Shulamith Firestone argues that recognition of women only as bodies, not as rounded individuals, causes their oppression and this can only be overcome by artificial reproduction. Firestone wants to understand the historic conditions from which conflict between women and men has arisen, by extending Marx and Engels’ methods to develop ‘a materialist view of history based on sex itself’ (Firestone, 1972: 15). In this endeavour she adapts Freudian psychology, proposing that children learn that a woman’s embodiment limits her, while the father embodies — or his body symbolizes — the valued world of travel and adventure. Such views are promoted through racism, a culture of romance, and indeed culture generally. Following de Beauvoir, Firestone (1972: 149) argues that men’s point of view is seen as the universal point of view, but sexism is fundamentally about seeing women as sexualized bodies available to men, and the concentration on women as bodies means a lack of recognition of women’s individuality, of which the physical is only one part. Thus in order to bring about a revolution that will liberate women she argues it is necessary ‘to free humanity from the tyranny of its biology’ (Firestone, 1972: 183) so that women no longer need to suffer pregnancy and childbirth. Most feminists have tended to be sceptical of reproductive technologies as placing too much control in the hands of the male-dominated medical profession (for example, Corea, 1985;
Oakley, 1980; Stanworth, 1987). In contrast, Firestone thinks that if women no longer bear the children childcare will become shared and women and children will be fully integrated into society. Doing away with the biological family could allow a return to polymorphous perversity, a free flow of desire around anyone or anything that Freud argues young infants enjoy. But her solution is based on a dualism which assumes that individuality is mostly in the mind. Firestone seems to fall victim to the very tendency to view men as the standard of individuality of which she is critical. Like de Beauvoir, she often presents the female body as disgusting, for example employing a poorly evidenced essentialist argument about pregnancy as ‘barbaric’ and ugly, claiming that ‘[t]he child’s first response,“What’s wrong with that Fat Lady?”; the husband’s guilty waning of sexual desire; the woman’s tears in front of the mirror at eight months — are all gut reactions, not to be dismissed as cultural habits’ (Firestone, 1972: 188).Yet in recent years pregnancy has arguably come to be considered very sexy.

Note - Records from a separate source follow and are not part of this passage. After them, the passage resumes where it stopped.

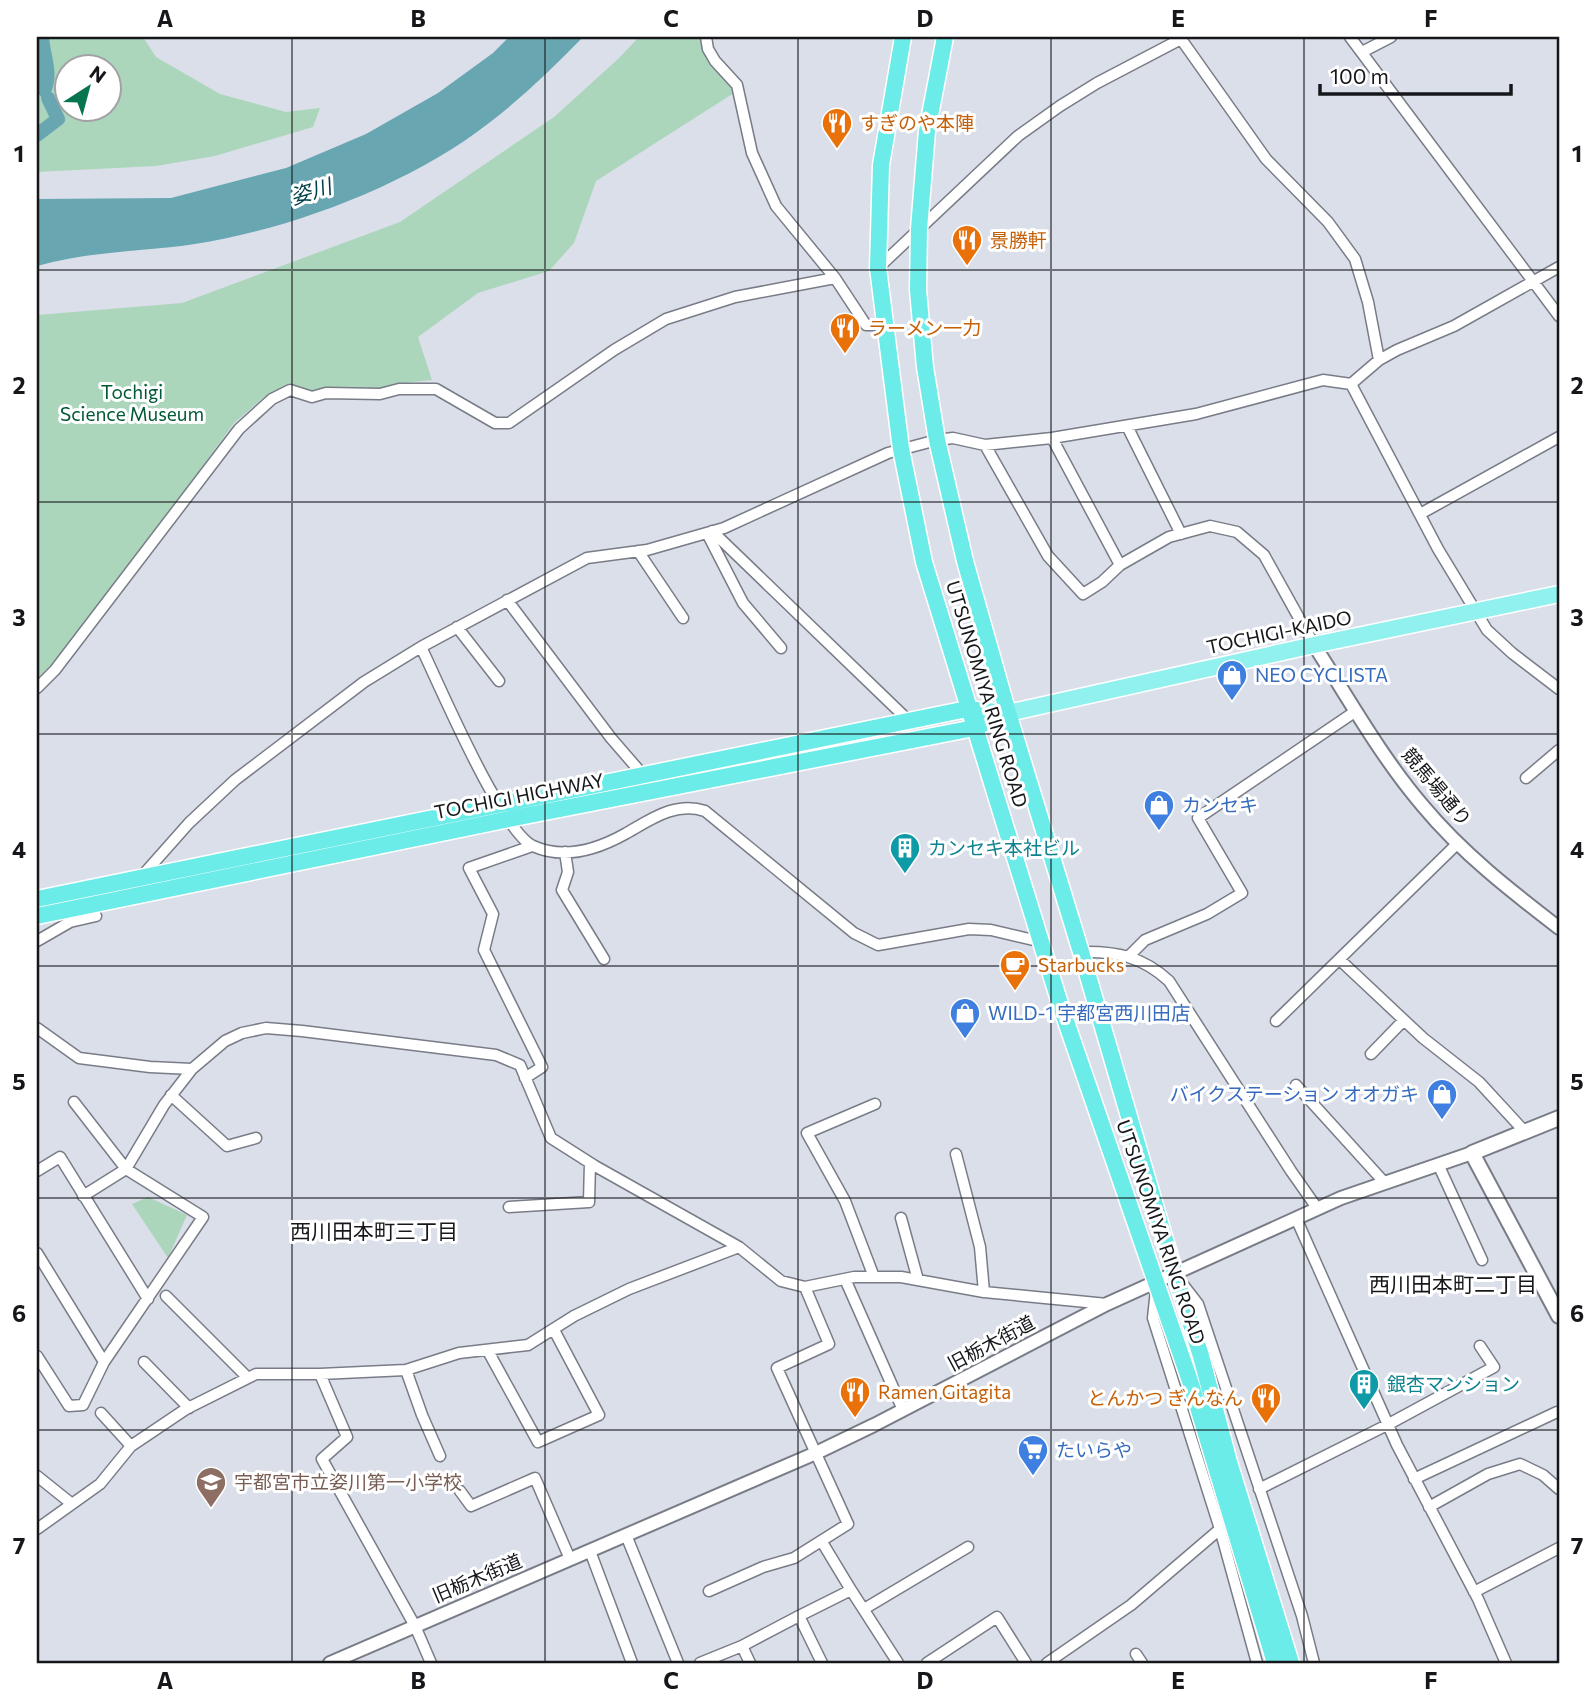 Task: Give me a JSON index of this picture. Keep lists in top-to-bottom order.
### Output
{
  "streets": {
    "highway": ["UTSUNOMIYA RING ROAD", "TOCHIGI HIGHWAY"],
    "main road": ["TOCHIGI-KAIDO", "旧栃木街道"],
    "street": ["競馬場通り"]
  },
  "crossings": [
    ["TOCHIGI-KAIDO", "UTSUNOMIYA RING ROAD"],
    ["TOCHIGI-KAIDO", "競馬場通り"],
    ["TOCHIGI-KAIDO", "TOCHIGI HIGHWAY"],
    ["UTSUNOMIYA RING ROAD", "TOCHIGI HIGHWAY"],
    ["UTSUNOMIYA RING ROAD", "旧栃木街道"]
  ],
  "districts": ["西川田本町三丁目", "西川田本町二丁目"],
  "water": ["姿川"],
  "parks": ["Tochigi Science Museum"],
  "places": {
    "restaurant": [
      "すぎのや本陣",
      "景勝軒",
      "ラーメン一力",
      "Ramen Gitagita",
      "とんかつ ぎんなん"
    ],
    "shop": [
      "NEO CYCLISTA",
      "カンセキ",
      "WILD-1 宇都宮西川田店",
      "バイクステーション オオガキ"
    ],
    "building": ["カンセキ本社ビル", "銀杏マンション"],
    "cafe": ["Starbucks"],
    "supermarket": ["たいらや"],
    "school or university": ["宇都宮市立姿川第一小学校"]
  },
  "scale_bar": "100 m",
  "north": "top right",
  "grid": {
    "columns": [
      "A",
      "B",
      "C",
      "D",
      "E",
      "F"
    ],
    "rows": [
      "1",
      "2",
      "3",
      "4",
      "5",
      "6",
      "7"
    ]
  }
} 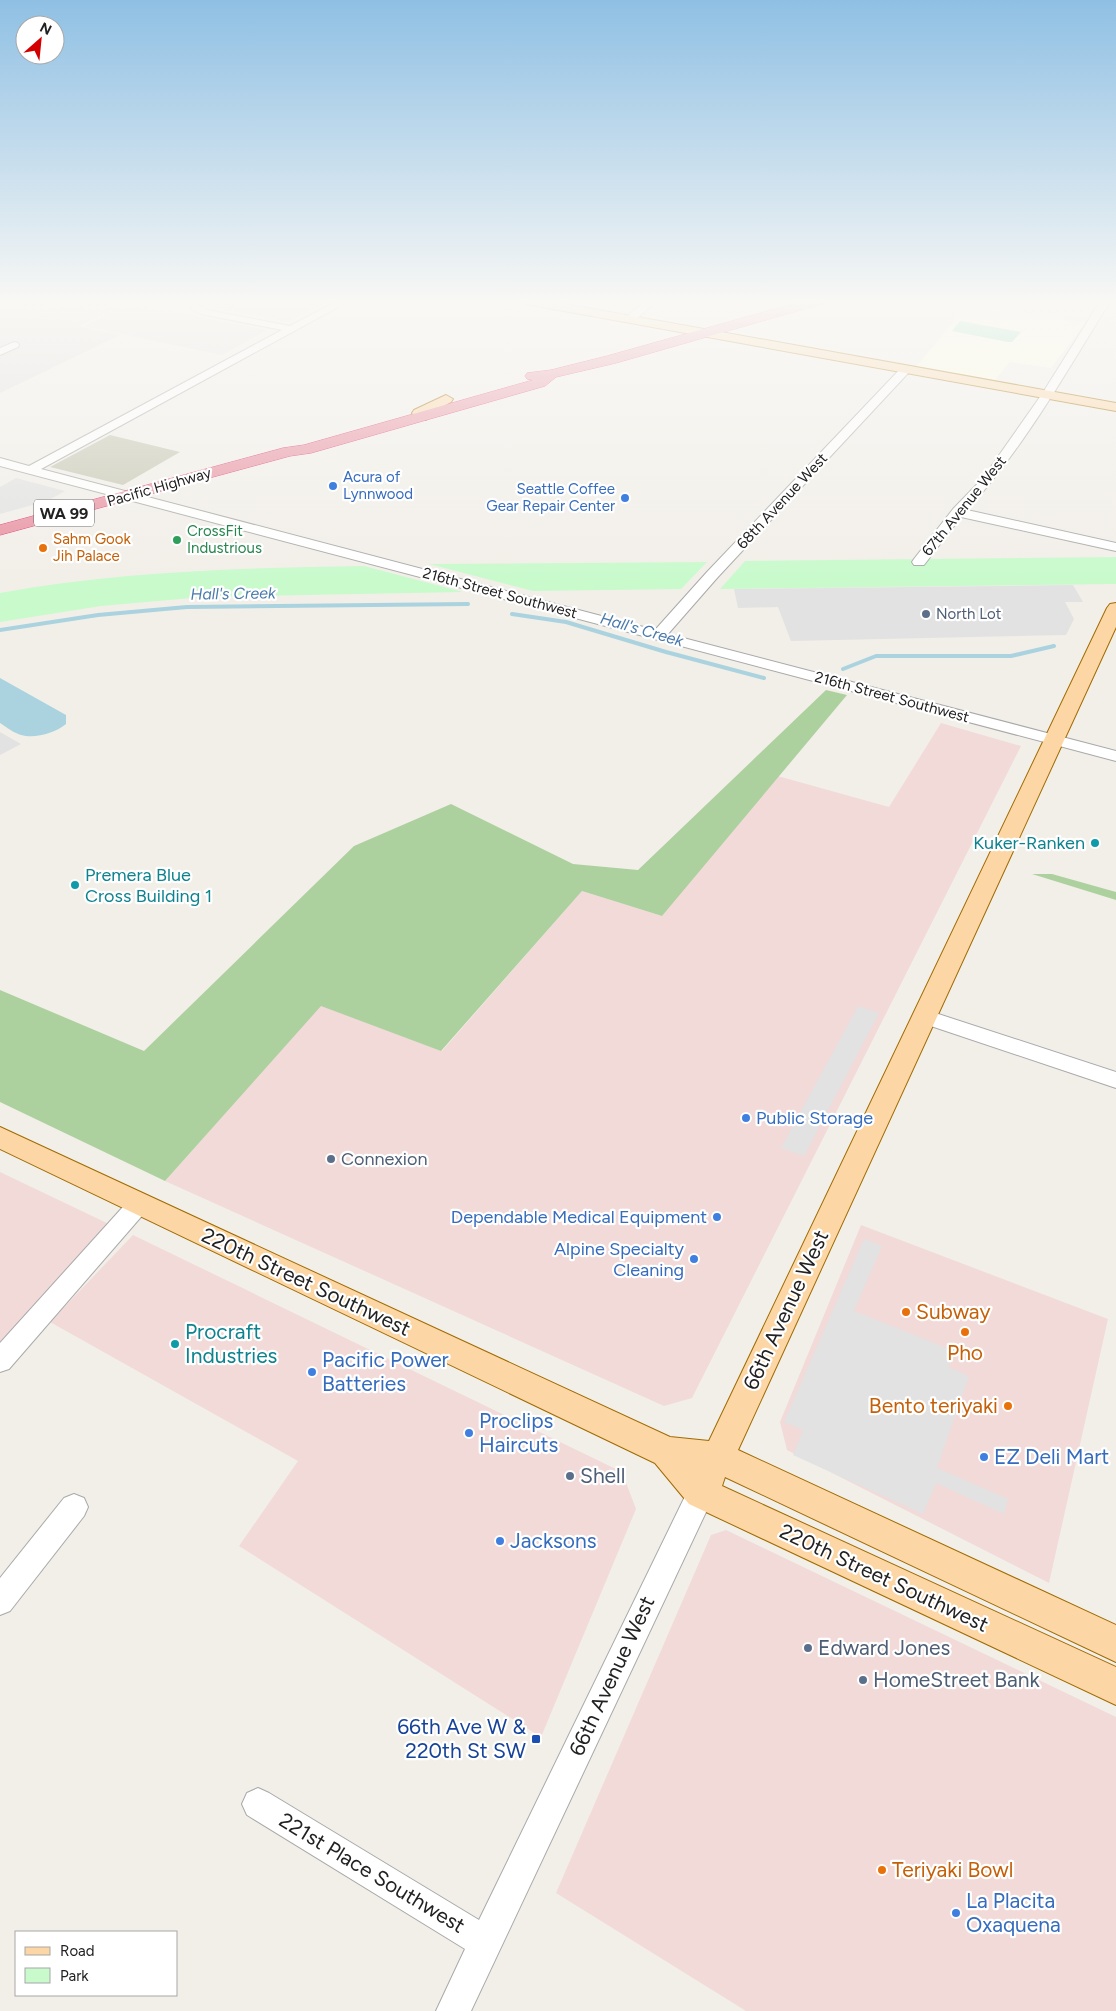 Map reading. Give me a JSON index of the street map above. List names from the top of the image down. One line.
{"streets":{"highway":["Pacific Highway","WA 99"],"main road":["220th Street Southwest","66th Avenue West"],"street":["68th Avenue West","67th Avenue West","216th Street Southwest","221st Place Southwest"]},"crossings":[["Pacific Highway","216th Street Southwest"],["68th Avenue West","216th Street Southwest"],["216th Street Southwest","66th Avenue West"],["220th Street Southwest","66th Avenue West"],["66th Avenue West","221st Place Southwest"]],"water":["Hall's Creek"],"places":{"other":["Acura of Lynnwood","Seattle Coffee Gear Repair Center","CrossFit Industrious","Sahm Gook Jih Palace","North Lot","Kuker-Ranken","Premera Blue Cross Building 1","Public Storage","Connexion","Dependable Medical Equipment","Alpine Specialty Cleaning","Subway","Pho","Procraft Industries","Pacific Power Batteries","Bento teriyaki","Proclips Haircuts","EZ Deli Mart","Shell","Jacksons","Edward Jones","HomeStreet Bank","Teriyaki Bowl","La Placita Oxaquena"],"transit":["66th Ave W & 220th St SW"]},"legend":["Road","Park"],"north":"top right"}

For example, a very pregnant Demi Moore appeared naked on the cover of Vanity Fair in 1991.This suggests that attitudes to pregnancy might be ‘cultural habits’. Firestone describes pregnancy as ‘the temporary deformation of the body of the individual for the sake of the species’ (Firestone, 1972: 188), but most feminist work on reproductive bodies tries to challenge representations of pregnant or menstruating bodies as ill, hideous, or ‘abnormal’ (see for example, Laws, 1990; Martin, 1984; Shildrick, 1997). Despite these pieces of essentialism, Firestone is radically constructionist. If we construct a society in which women no longer have babies, then new ways for women and men to relate to each other as individuals will arise. Change social conditions and relations between people will change — that is her dialectic of sex. Yet Juliet Mitchell (1973: 89) argues that it is not a true dialectic because it is based on a dichotomous view of a conflict between male and female, whereas dialectic materialism understands conflict in terms of more complex contradictions between all aspects of a structure. Also, Firestone returns at crucial points to a classic liberal (and dualist) position which implies that the ideal individual is one free from bodily distractions. This is a position of which other feminists have been critical.